GUIDE (1965): To date the classiest book-adaptation ever attempted in commercial Bollywood. This tragedy about the life of a tourist guide, his rise on somebody else’s fame, deceit, fall and eventual redemption was in pre-production for sometime, but nothing worked until Vijay Anand was persuaded by his brother, actor and producer Dev Anand to take on the challenge of writing and directing. Goldie initially declined, but later accepted and first announced that he would not do a pure adaptation, but his interpretation of R K Narayan’s classic. What he finished with was his first color film, a sweep of the Filmfare Awards (they were respectable then) and India’s first official entry to the Academy Awards. The subject included a married woman leaving her husband for her own ambitions and falling in love with another man – all taboo for the time. But Vijay Anand handles the matter by expertly side-stepping the issue while showing it up front too. Dev Anand and Waheeda Rehman give the performances of their lives in a movie as easily praise-worthy today as it was when released.

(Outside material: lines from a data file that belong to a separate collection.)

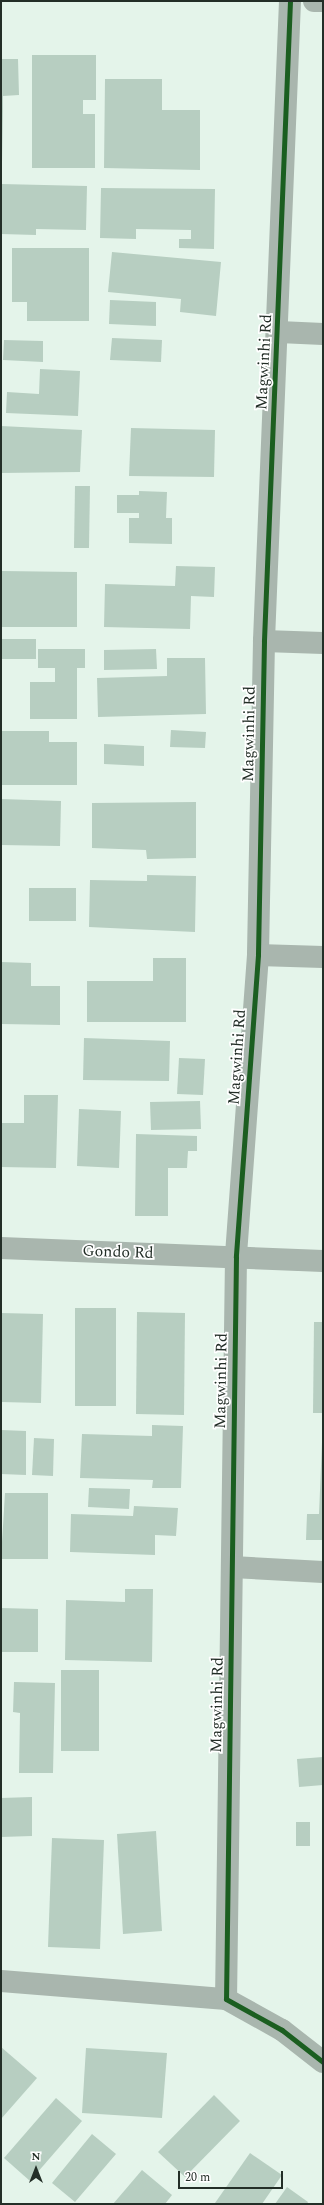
<!DOCTYPE html>
<style>
body{margin:0}
#map{position:relative;width:324px;height:2205px;overflow:hidden;background:#e4f4ea;font-family:Spectral,serif}
div>[style]{position:absolute}
[style*='--x']{left:calc(var(--x)*1px);top:calc(var(--y)*1px);width:calc(var(--w)*1px);rotate:calc(var(--a)*1deg)}
.building>*{inset:0;background:#b7cec1}
.minor>*{height:22px;margin:-11px;padding:0 11px;transform-origin:11px;border-radius:11px;background:#a9b6ae}
.cycleway>*{height:5px;margin:-2.5px;padding:0 2.5px;transform-origin:2.5px;border-radius:2.5px;background:#1b5e20}
span{translate:-50% -50%;white-space:nowrap;text-align:center;line-height:1.15;-webkit-text-stroke:3.5px #fff;paint-order:stroke}
.street-label{font-size:16px;color:#232e27}
.frame{position:absolute;inset:0;border:2px solid #232e27;pointer-events:none}
.north{position:absolute;left:16px;top:2149px;width:40px;height:40px;-webkit-text-stroke:3px #fff;paint-order:stroke;rotate:0deg;font-size:11px;font-weight:700;line-height:16px;text-align:center;color:#232e27}
.north::after{content:'';display:block;margin:auto;width:14px;height:18px;background:#232e27;clip-path:polygon(50% 0,100% 100%,50% 72%,0 100%)}
.scale{position:absolute;left:178px;top:2171px;width:105px;height:18px;box-sizing:border-box;border:2px solid #232e27;border-top:0;padding-left:5px;font-size:12px;line-height:14px;white-space:nowrap;color:#232e27;-webkit-text-stroke:3px #fff;paint-order:stroke}
</style>
<div id="map">
<div class="building">
<i style="clip-path:polygon(32px 55px,96px 55px,96px 100px,83px 100px,83px 114px,95px 114px,95px 168px,32px 168px)"></i>
<i style="clip-path:polygon(1px 59px,18px 59px,19px 95px,3px 96px,3px 163px)"></i>
<i style="clip-path:polygon(105px 79px,162px 79px,162px 110px,200px 110px,200px 170px,104px 168px)"></i>
<i style="clip-path:polygon(1px 184px,87px 186px,86px 230px,36px 229px,36px 235px,1px 234px)"></i>
<i style="clip-path:polygon(101px 188px,215px 189px,214px 249px,179px 248px,179px 239px,191px 239px,191px 230px,136px 229px,136px 239px,100px 238px)"></i>
<i style="clip-path:polygon(12px 248px,89px 248px,89px 321px,27px 321px,27px 302px,12px 302px)"></i>
<i style="clip-path:polygon(112px 252px,221px 262px,216px 316px,180px 312px,181px 299px,108px 292px)"></i>
<i style="clip-path:polygon(110px 300px,156px 302px,156px 326px,109px 324px)"></i>
<i style="clip-path:polygon(112px 338px,162px 340px,161px 362px,110px 360px)"></i>
<i style="clip-path:polygon(4px 340px,43px 341px,43px 362px,3px 360px)"></i>
<i style="clip-path:polygon(40px 369px,80px 371px,78px 416px,6px 413px,7px 392px,39px 394px)"></i>
<i style="clip-path:polygon(1px 426px,82px 430px,80px 472px,1px 473px)"></i>
<i style="clip-path:polygon(131px 428px,215px 430px,214px 477px,129px 476px)"></i>
<i style="clip-path:polygon(75px 486px,90px 486px,89px 548px,74px 548px)"></i>
<i style="clip-path:polygon(139px 491px,167px 492px,166px 518px,172px 518px,172px 544px,129px 543px,129px 518px,139px 518px,139px 513px,117px 513px,117px 495px,139px 495px)"></i>
<i style="clip-path:polygon(176px 566px,215px 567px,214px 597px,191px 596px,190px 629px,104px 627px,105px 584px,175px 586px)"></i>
<i style="clip-path:polygon(2px 571px,77px 572px,77px 627px,1px 627px)"></i>
<i style="clip-path:polygon(1px 639px,36px 639px,36px 659px,1px 659px)"></i>
<i style="clip-path:polygon(38px 649px,85px 649px,85px 668px,77px 668px,77px 719px,30px 719px,30px 682px,55px 682px,55px 668px,38px 668px)"></i>
<i style="clip-path:polygon(156px 649px,157px 669px,104px 670px,104px 650px)"></i>
<i style="clip-path:polygon(167px 658px,205px 658px,206px 714px,98px 717px,97px 678px,167px 676px)"></i>
<i style="clip-path:polygon(171px 730px,206px 732px,205px 748px,170px 747px)"></i>
<i style="clip-path:polygon(1px 731px,49px 731px,49px 742px,77px 742px,77px 785px,1px 785px)"></i>
<i style="clip-path:polygon(104px 744px,144px 746px,144px 766px,104px 764px)"></i>
<i style="clip-path:polygon(1px 799px,61px 801px,60px 846px,1px 845px)"></i>
<i style="clip-path:polygon(196px 802px,196px 858px,147px 859px,146px 850px,92px 848px,92px 803px)"></i>
<i style="clip-path:polygon(147px 875px,196px 876px,195px 932px,89px 927px,90px 880px,147px 881px)"></i>
<i style="clip-path:polygon(29px 888px,76px 888px,76px 921px,29px 921px)"></i>
<i style="clip-path:polygon(153px 958px,186px 958px,186px 1022px,87px 1022px,87px 981px,153px 981px)"></i>
<i style="clip-path:polygon(1px 962px,31px 963px,31px 986px,60px 986px,60px 1025px,1px 1024px)"></i>
<i style="clip-path:polygon(84px 1038px,170px 1041px,169px 1081px,83px 1080px)"></i>
<i style="clip-path:polygon(179px 1058px,205px 1059px,203px 1095px,177px 1094px)"></i>
<i style="clip-path:polygon(24px 1095px,58px 1095px,56px 1168px,1px 1167px,1px 1123px,24px 1123px)"></i>
<i style="clip-path:polygon(200px 1101px,201px 1129px,151px 1130px,150px 1102px)"></i>
<i style="clip-path:polygon(79px 1109px,121px 1111px,119px 1168px,77px 1166px)"></i>
<i style="clip-path:polygon(136px 1134px,197px 1136px,197px 1151px,188px 1151px,187px 1168px,168px 1168px,168px 1216px,135px 1216px)"></i>
<i style="clip-path:polygon(75px 1308px,116px 1308px,116px 1406px,75px 1406px)"></i>
<i style="clip-path:polygon(137px 1312px,185px 1313px,184px 1415px,136px 1414px)"></i>
<i style="clip-path:polygon(1px 1313px,43px 1314px,41px 1403px,1px 1402px)"></i>
<i style="clip-path:polygon(314px 1322px,323px 1322px,323px 1413px,313px 1413px)"></i>
<i style="clip-path:polygon(152px 1425px,183px 1426px,181px 1488px,152px 1488px,153px 1480px,80px 1478px,82px 1434px,152px 1436px)"></i>
<i style="clip-path:polygon(1px 1430px,26px 1431px,26px 1475px,1px 1474px)"></i>
<i style="clip-path:polygon(34px 1438px,54px 1439px,53px 1476px,32px 1475px)"></i>
<i style="clip-path:polygon(322px 1442px,323px 1540px,306px 1540px,307px 1514px,319px 1514px)"></i>
<i style="clip-path:polygon(89px 1488px,130px 1489px,129px 1509px,88px 1507px)"></i>
<i style="clip-path:polygon(5px 1493px,48px 1493px,48px 1559px,1px 1559px)"></i>
<i style="clip-path:polygon(134px 1506px,178px 1508px,176px 1536px,155px 1535px,155px 1555px,70px 1552px,71px 1514px,133px 1516px)"></i>
<i style="clip-path:polygon(125px 1589px,153px 1589px,152px 1662px,65px 1660px,66px 1600px,125px 1602px)"></i>
<i style="clip-path:polygon(1px 1608px,38px 1609px,38px 1652px,1px 1652px)"></i>
<i style="clip-path:polygon(61px 1670px,99px 1670px,99px 1751px,61px 1751px)"></i>
<i style="clip-path:polygon(14px 1682px,55px 1683px,53px 1773px,19px 1773px,20px 1713px,13px 1712px)"></i>
<i style="clip-path:polygon(323px 1757px,323px 1785px,299px 1787px,297px 1759px)"></i>
<i style="clip-path:polygon(32px 1797px,32px 1836px,1px 1837px,1px 1798px)"></i>
<i style="clip-path:polygon(296px 1822px,310px 1822px,310px 1846px,296px 1846px)"></i>
<i style="clip-path:polygon(156px 1831px,162px 1931px,123px 1934px,117px 1834px)"></i>
<i style="clip-path:polygon(52px 1838px,104px 1840px,100px 1949px,48px 1947px)"></i>
<i style="clip-path:polygon(1px 2047px,37px 2078px,1px 2119px)"></i>
<i style="clip-path:polygon(86px 2048px,167px 2053px,162px 2118px,82px 2113px)"></i>
<i style="clip-path:polygon(214px 2095px,240px 2121px,185px 2177px,158px 2152px)"></i>
<i style="clip-path:polygon(56px 2098px,82px 2121px,30px 2181px,4px 2158px)"></i>
<i style="clip-path:polygon(92px 2134px,116px 2154px,75px 2202px,52px 2183px)"></i>
<i style="clip-path:polygon(250px 2153px,282px 2175px,262px 2204px,215px 2203px)"></i>
<i style="clip-path:polygon(142px 2170px,172px 2195px,165px 2204px,113px 2204px)"></i>
<i style="clip-path:polygon(287px 2187px,308px 2202px,307px 2204px,275px 2204px)"></i>
</div>
<div class="minor">
<i style="--x:290;--y:1;--w:641;--a:92.33"></i>
<i style="--x:264;--y:641;--w:314;--a:91.1"></i>
<i style="--x:258;--y:955;--w:303;--a:94.2"></i>
<i style="--x:236;--y:1257;--w:742;--a:90.77"></i>
<i style="--x:226;--y:1999;--w:64;--a:29"></i>
<i style="--x:282;--y:2030;--w:52;--a:38"></i>
<i style="--x:314;--y:1;--w:9;--a:0"></i>
<i style="--x:279;--y:332;--w:44;--a:2.6"></i>
<i style="--x:264;--y:641;--w:59;--a:1.9"></i>
<i style="--x:258;--y:955;--w:65;--a:1.8"></i>
<i style="--x:1;--y:1248;--w:322;--a:2.3"></i>
<i style="--x:232;--y:1567;--w:91;--a:3.1"></i>
<i style="--x:1;--y:1981;--w:226;--a:4.6"></i>
</div>
<div class="cycleway">
<i style="--x:290;--y:1;--w:641;--a:92.33"></i>
<i style="--x:264;--y:641;--w:314;--a:91.1"></i>
<i style="--x:258;--y:955;--w:303;--a:94.2"></i>
<i style="--x:236;--y:1257;--w:742;--a:90.77"></i>
<i style="--x:226;--y:1999;--w:64;--a:29"></i>
<i style="--x:282;--y:2030;--w:52;--a:38"></i>
</div>
<div class="street-label">
<span style="left:264px;top:362px;rotate:-87deg">Magwinhi Rd</span>
<span style="left:249px;top:734px;rotate:-89deg">Magwinhi Rd</span>
<span style="left:237px;top:1057px;rotate:-86deg">Magwinhi Rd</span>
<span style="left:118px;top:1252px;rotate:2deg">Gondo Rd</span>
<span style="left:221px;top:1381px;rotate:-89deg">Magwinhi Rd</span>
<span style="left:217px;top:1705px;rotate:-89deg">Magwinhi Rd</span>
</div>
<div class="frame"></div>
<div class="north">N</div>
<div class="scale">20 m</div>
</div>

He then gave Indian cinema two of its best Suspense Thrillers TEESRI MANZIL (1966) & JEWEL THIEF (1967). Very Hitchcock-ian, both dealt with a common man caught in a labyrinth plot where anybody and everybody may or may not be involved to prove him insane or guilty. These completely contemporary movies featured it all: Innocent damsel-in-distress, sinister brother/unlce, Femme Fatale, butler, the works! Vijay Anand tells the story with such a tight hold that the suspense at crucial scenes is so killing, it makes one sweat.
Two movies that again stamped “Master” on his directorial impression and forever etched him as a legend. With these movies, he reached apeak, and unfortunately went only downhill after. He did 12 films after that with Johnny Mera Naam (thriller, 1970) and Tere Mere Sapne (social, 1971) being the only ones worth mentioning.

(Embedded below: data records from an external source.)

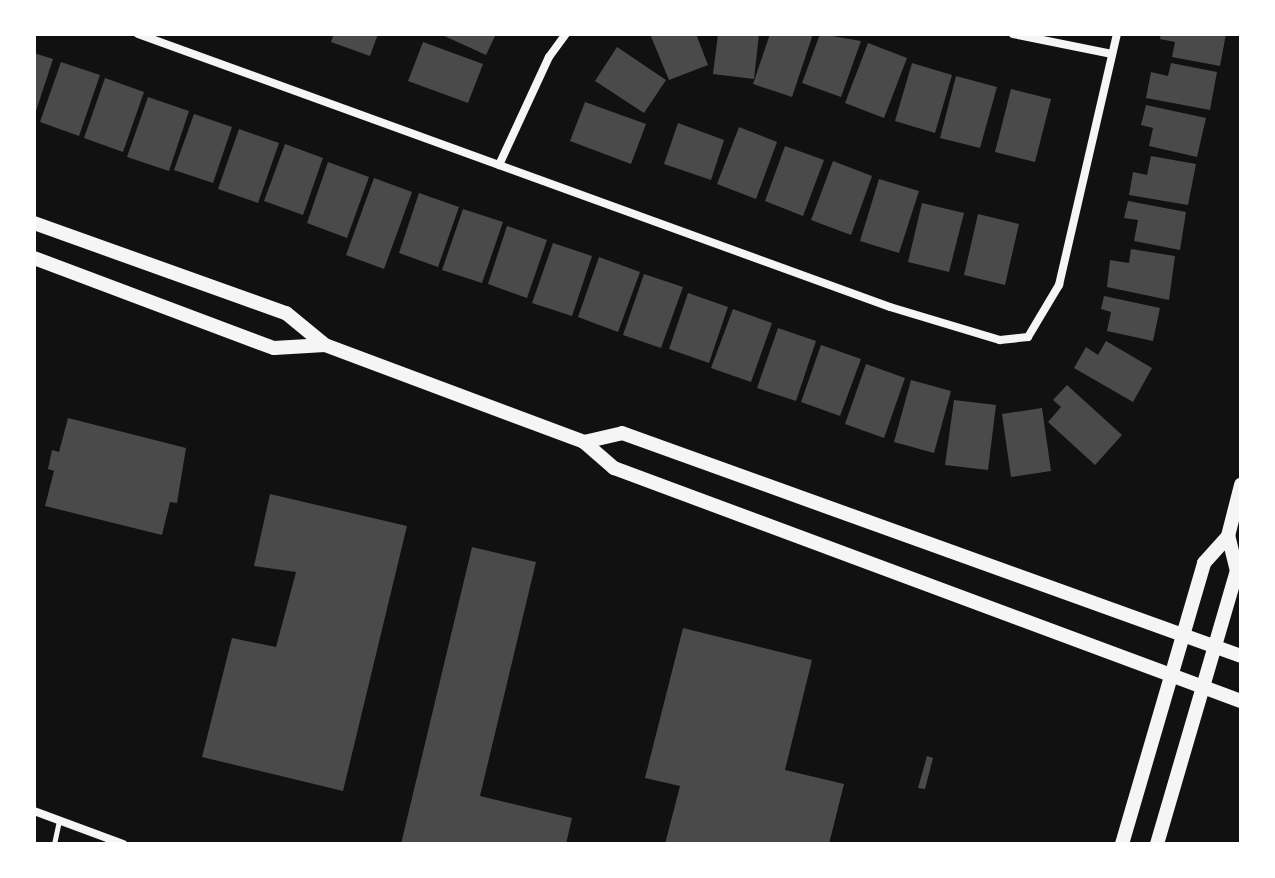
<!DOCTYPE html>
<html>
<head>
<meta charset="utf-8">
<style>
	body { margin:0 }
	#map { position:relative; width:1275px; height:878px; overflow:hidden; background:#111; font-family:"Fira Sans Condensed",sans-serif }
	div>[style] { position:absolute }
	.building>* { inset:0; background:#4a4a4a }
	.service>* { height:5px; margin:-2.5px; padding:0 2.5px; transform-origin:2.5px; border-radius:2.5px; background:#f5f5f5 }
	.minor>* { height:8px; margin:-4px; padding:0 4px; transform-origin:4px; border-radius:4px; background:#f5f5f5 }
	.secondary>* { height:14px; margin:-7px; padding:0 7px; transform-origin:7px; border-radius:7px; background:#f5f5f5 }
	span { translate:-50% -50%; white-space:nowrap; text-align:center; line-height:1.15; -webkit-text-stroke:6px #fff; paint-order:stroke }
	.frame { position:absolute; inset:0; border:36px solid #fff; pointer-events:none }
</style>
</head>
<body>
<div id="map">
	<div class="building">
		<div style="clip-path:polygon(334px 34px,378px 34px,370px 56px,331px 42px)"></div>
		<div style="clip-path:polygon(440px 34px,496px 34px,486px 55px)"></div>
		<div style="clip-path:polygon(650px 34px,696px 34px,708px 65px,669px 80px)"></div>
		<div style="clip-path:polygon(718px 34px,759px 34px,754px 79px,713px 74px)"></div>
		<div style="clip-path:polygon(770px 34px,813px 34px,792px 97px,753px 84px)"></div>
		<div style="clip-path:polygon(820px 34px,861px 41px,841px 97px,802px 83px)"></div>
		<div style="clip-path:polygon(1161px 34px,1226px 34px,1220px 66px,1172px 57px,1175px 42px,1160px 39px)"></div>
		<div style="clip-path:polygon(423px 42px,483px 64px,468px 103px,408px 81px)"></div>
		<div style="clip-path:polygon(868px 43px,907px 58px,884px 118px,845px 103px)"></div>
		<div style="clip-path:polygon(617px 47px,666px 80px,644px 113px,595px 81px)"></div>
		<div style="clip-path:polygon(34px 53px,53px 59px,35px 114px,34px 114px)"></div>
		<div style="clip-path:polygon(61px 62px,100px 75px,79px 136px,40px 122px)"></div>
		<div style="clip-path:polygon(912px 63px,952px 75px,935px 133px,895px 121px)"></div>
		<div style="clip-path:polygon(1171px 63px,1217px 72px,1210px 110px,1146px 98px,1151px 72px,1168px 76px)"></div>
		<div style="clip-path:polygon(956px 76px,997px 87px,980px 148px,940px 138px)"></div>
		<div style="clip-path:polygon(105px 78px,144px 92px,123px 152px,84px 138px)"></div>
		<div style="clip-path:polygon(1011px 89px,1051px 99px,1035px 162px,995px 152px)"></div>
		<div style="clip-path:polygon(148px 97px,189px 111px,169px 171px,127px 157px)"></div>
		<div style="clip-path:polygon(585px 102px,646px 124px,631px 164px,570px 141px)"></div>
		<div style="clip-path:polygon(1146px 105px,1206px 118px,1197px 157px,1149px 146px,1153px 128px,1141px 125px)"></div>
		<div style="clip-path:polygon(194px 114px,232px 127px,213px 183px,174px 170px)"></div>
		<div style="clip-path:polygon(678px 123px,724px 140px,711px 180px,664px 164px)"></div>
		<div style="clip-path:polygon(739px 127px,777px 142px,756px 199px,717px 184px)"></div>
		<div style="clip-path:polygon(239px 129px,279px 143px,258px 203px,218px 189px)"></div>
		<div style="clip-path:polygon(285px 144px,323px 158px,303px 215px,264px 201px)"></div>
		<div style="clip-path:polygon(785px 146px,824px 160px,803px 216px,765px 201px)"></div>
		<div style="clip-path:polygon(1151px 156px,1196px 164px,1188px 205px,1129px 195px,1133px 172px,1147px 175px)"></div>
		<div style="clip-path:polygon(833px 161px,872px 176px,851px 235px,811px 220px)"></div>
		<div style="clip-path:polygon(328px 162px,369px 177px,347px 238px,307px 223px)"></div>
		<div style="clip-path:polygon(374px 178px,412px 192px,384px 269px,346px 255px)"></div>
		<div style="clip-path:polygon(879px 179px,919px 191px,899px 253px,860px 241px)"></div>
		<div style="clip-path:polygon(419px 193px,459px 207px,438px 267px,399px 253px)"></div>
		<div style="clip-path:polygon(1128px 201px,1186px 212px,1180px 250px,1134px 241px,1138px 220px,1124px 218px)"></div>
		<div style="clip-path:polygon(922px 203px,964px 213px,949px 272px,908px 262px)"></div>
		<div style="clip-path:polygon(463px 209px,503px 222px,482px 283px,442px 270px)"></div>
		<div style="clip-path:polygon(978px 214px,1019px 224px,1005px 285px,964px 275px)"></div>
		<div style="clip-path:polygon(507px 226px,547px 240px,527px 298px,488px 284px)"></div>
		<div style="clip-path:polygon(553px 243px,592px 256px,572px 316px,532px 303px)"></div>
		<div style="clip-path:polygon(1131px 249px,1175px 256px,1169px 300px,1107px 287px,1110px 260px,1129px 263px)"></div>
		<div style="clip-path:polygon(599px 257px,640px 272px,618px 332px,578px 317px)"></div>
		<div style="clip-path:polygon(644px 274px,683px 287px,661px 348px,623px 335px)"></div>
		<div style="clip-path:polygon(688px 293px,728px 307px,709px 363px,669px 349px)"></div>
		<div style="clip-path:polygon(1104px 296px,1160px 308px,1153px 341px,1107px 331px,1111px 312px,1101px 309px)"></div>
		<div style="clip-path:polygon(733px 309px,772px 323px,751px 382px,711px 368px)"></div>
		<div style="clip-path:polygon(778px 328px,816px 341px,796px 401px,757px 388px)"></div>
		<div style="clip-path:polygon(1106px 341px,1152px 368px,1133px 402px,1074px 368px,1086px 347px,1098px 355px)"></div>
		<div style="clip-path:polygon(821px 345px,861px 359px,840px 416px,801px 402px)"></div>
		<div style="clip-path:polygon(866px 364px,905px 378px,884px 438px,845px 424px)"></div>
		<div style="clip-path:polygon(911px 380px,951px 391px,934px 453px,894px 442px)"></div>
		<div style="clip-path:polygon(1067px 385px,1122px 435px,1095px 465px,1048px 422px,1061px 407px,1053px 400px)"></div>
		<div style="clip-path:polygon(954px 400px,996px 405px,988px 470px,945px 465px)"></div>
		<div style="clip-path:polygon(1042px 408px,1051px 471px,1011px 477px,1002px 414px)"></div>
		<div style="clip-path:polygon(68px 418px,186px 448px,177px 503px,170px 502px,162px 535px,45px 506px,54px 471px,48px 469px,52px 450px,59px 452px)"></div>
		<div style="clip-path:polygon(270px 494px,407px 526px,343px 791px,202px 757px,232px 638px,276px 647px,296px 572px,254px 566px)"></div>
		<div style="clip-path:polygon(472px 547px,536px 562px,480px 796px,572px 818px,566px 844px,401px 844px)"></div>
		<div style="clip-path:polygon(683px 628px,812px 660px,785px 770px,844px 784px,829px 844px,665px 844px,680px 786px,645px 778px)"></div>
		<div style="clip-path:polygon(927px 756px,933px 758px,925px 789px,918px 788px)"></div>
	</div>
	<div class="service">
		<div style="left:54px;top:844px;width:24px;rotate:-78deg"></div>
	</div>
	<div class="minor">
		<div style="left:138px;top:34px;width:800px;rotate:19.95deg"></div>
		<div style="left:890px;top:307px;width:115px;rotate:16.7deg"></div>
		<div style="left:1000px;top:340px;width:28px;rotate:-6deg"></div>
		<div style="left:1028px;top:337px;width:61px;rotate:-59.2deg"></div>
		<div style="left:1059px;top:285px;width:258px;rotate:-77deg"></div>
		<div style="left:1013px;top:34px;width:101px;rotate:11.4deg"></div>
		<div style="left:499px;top:165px;width:119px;rotate:-65.2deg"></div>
		<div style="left:549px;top:57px;width:29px;rotate:-54deg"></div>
		<div style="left:34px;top:811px;width:95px;rotate:20.3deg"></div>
	</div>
	<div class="secondary">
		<div style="left:34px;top:223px;width:268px;rotate:19.7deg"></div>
		<div style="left:286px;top:313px;width:50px;rotate:39.4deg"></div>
		<div style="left:325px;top:345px;width:277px;rotate:20.5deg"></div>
		<div style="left:584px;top:442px;width:40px;rotate:41deg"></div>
		<div style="left:614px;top:468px;width:669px;rotate:20.39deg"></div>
		<div style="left:34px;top:258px;width:256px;rotate:20.6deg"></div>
		<div style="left:274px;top:348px;width:51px;rotate:-3.4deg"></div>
		<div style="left:584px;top:442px;width:39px;rotate:-13deg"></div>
		<div style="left:622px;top:433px;width:658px;rotate:19.81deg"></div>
		<div style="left:1122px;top:844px;width:293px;rotate:-73.7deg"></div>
		<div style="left:1204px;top:563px;width:36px;rotate:-48deg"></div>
		<div style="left:1228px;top:536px;width:53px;rotate:-75.7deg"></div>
		<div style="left:1157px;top:844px;width:284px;rotate:-73.7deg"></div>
		<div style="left:1237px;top:571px;width:36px;rotate:-104deg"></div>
	</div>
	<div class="frame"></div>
</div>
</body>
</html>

As good as his craft was, Goldie kick-started a now legendary art-form that was until then just another technicality: the visuals of Songs. Kala Bazaar’s Khoya Khoya Chand, Rim Jhim Ke Tarane and most of all Apni To Har Aah Ik Toofan Hai set a standard in how well songs could be integrated with the movie while being done in a unique style. Until then, it was the choreographer who just did the songs, but Vijay Anand started ‘directing’ the songs of his movies. The now legendary videos of Guide’s poetically abstract Kya Se Kya Ho Gaya (the whole song was done in just 4 shots), Aaj Phir Jeene ki Tamanna Hai & Jewel Thief’s Hoton Pe Aisi Baat, Raat Akeli Hai are what inspired a whole career out of Vishu Vinod Chopra (think Ek Ladki Ko Dekha - 1942: A Love Story) & Sanjay Leela Bhansali (think the 4-shot Bahon Ke Darmiyan, Khamoshi - The Musical).
Vijay Anand directed only 18 movies and half of them were small movies with no stars and seen by only himself maybe. But the other half were all super-hits and regarded not just as classics but part of the best there have ever been.